What do you admire most in Governor Zulum?
Several people, who have watched his career path and leadership style, see him as God-sent to the people of Borno State. He is a very diligent person, who rewards diligence and commitment to duty. We have seen him physically inspect construction sites and assess materials for works in the state, just to ensure that the state gets the best in everything. These things can only be done by someone with interest of the people at heart. And, when someone goes the extra mile, he recognizes such efforts and rewards such persons accordingly. So, Zulum has not only presented Borno as a state with high standards for efficiency and productivity, he has also presented it as a state that so much desires peace and progress of its people, businesses and economy.
From reintegrating ex-combatants to preventing farmer-herder conflicts and rebuilding rural economies, Zulum has proven his mettle as a leader with courage and great wisdom. And I will tell you that he has overtime demonstrated efficiency and result-oriented qualities. Since his first appointment as Assistant Technical Officer in Borno State Civil Service under the state’s Ministry of Agriculture in 1989, his competence and commitment to duty has never been in doubt.
In 1990, he moved to the state’s Unified Local Government Service as Senior Field Overseer, and later, Principal Water Engineer. He later became an assistant lecturer at the University of Maiduguri.
How would you assess his administration in terms of infrastructure, especially education and rural development?
The governor has executed several projects since he came into office, particularly the model schools that he built, and some other projects inaugurated to mark his first anniversary.
Zulum has brought massive transformation in the state through hard work, integrity, transparency, diligence, courage, commitment to duty and patriotism. Borno State, which was obviously brought to its knees by insecurity, rebounded within the first year of Zulum’s tenure in all spheres of socio-economic and infrastructure development. For instance, the governor has not only instilled discipline in the hearts of civil servants through unscheduled visits, but he has also positively impacted on many lives by the numerous capital projects his administration has undertaken.
Within one year in office, he has undertaken 326 capital projects, initiated 49 policies and programmes which are capital intensive. The administration is constructing 6,544 sub-urban and low cost houses for the resettlement of internally displaced persons and refugees across the state.

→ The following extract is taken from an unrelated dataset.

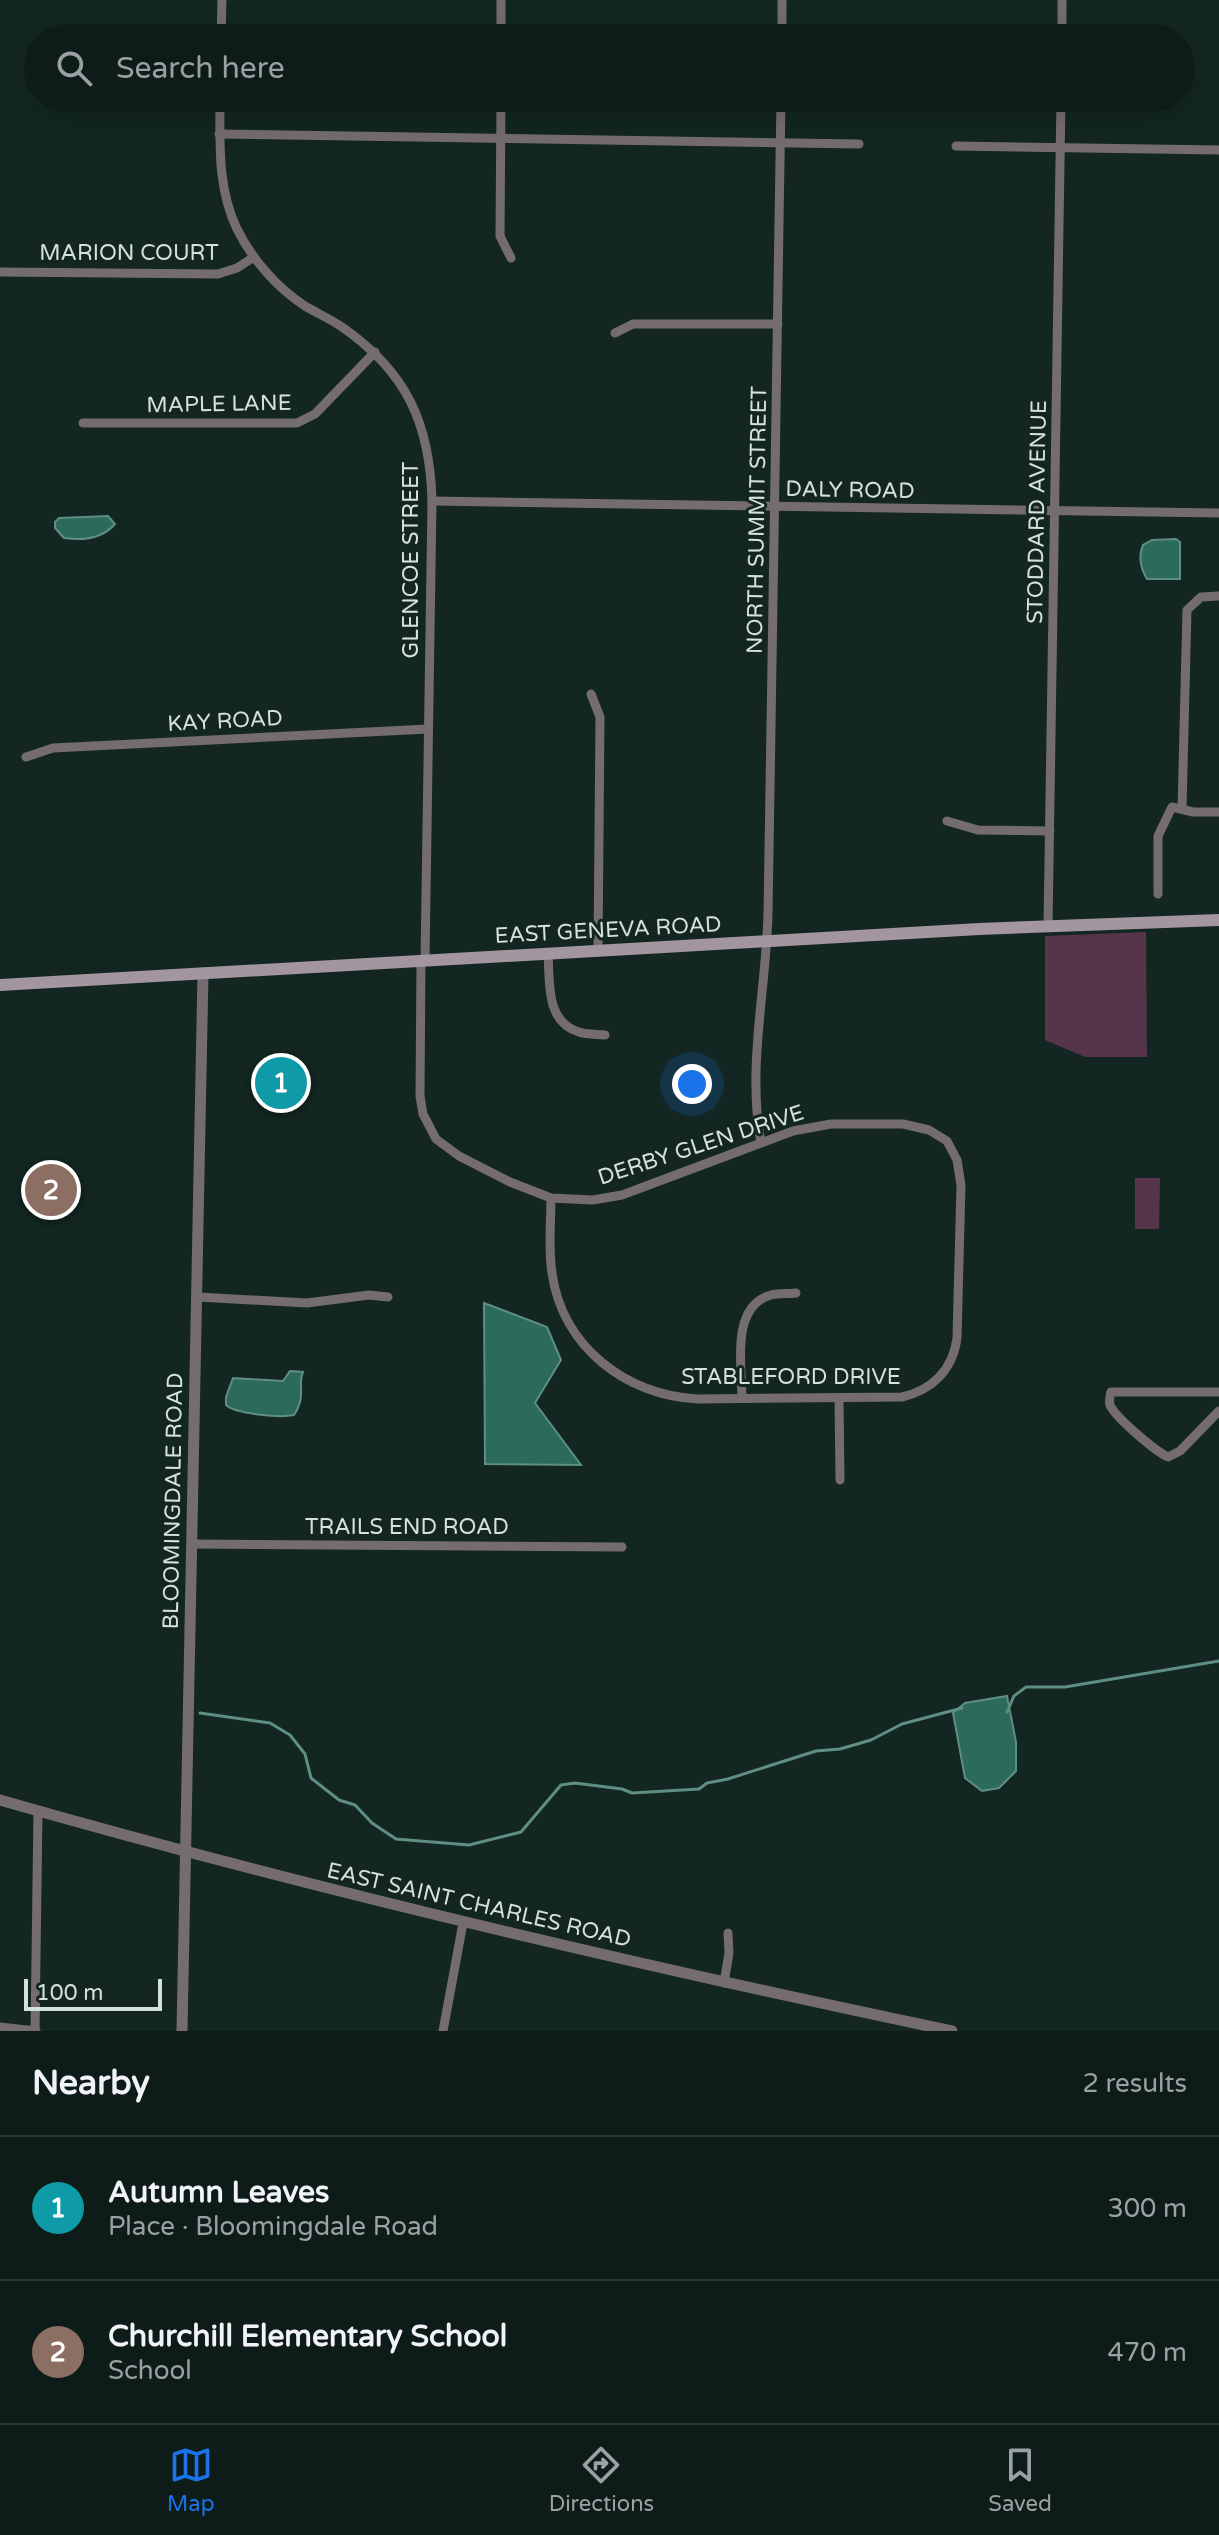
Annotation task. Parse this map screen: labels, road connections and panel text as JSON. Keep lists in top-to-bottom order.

Surveillance vehicles have been distributed to security agencies. He has also carried out rehabilitation of schools and established new ones. He has constructed primary health care facilities, rehabilitated and constructed roads, including the first fly-over in Maiduguri, the state capital.
We have also seen other projects such as water supplies, including drilling of 213 boreholes, 18 electrification and agricultural projects, including the restoration of irrigation farming for communities in Marte.
What do you think are the
impacts of the Boko Haram insurgency on the state’s economy?
The current insecurity in the state has repeatedly delayed the return of displaced communities and triggered new population movements in the region. And when community members are not within their business areas or farmlands, their economic base is weakened. So far, over two million individuals remain displaced; a number that has once again increased over the past year. The ongoing military operations around Lake Chad continue to force more people to leave their homes, even as others are driven into secondary displacement, particularly due to the Nigerian military’s ongoing practice of clearing rural villages by pushing civilians into IDP camps in nearby towns. These are not only humanitarian crisis, but economic crisis too.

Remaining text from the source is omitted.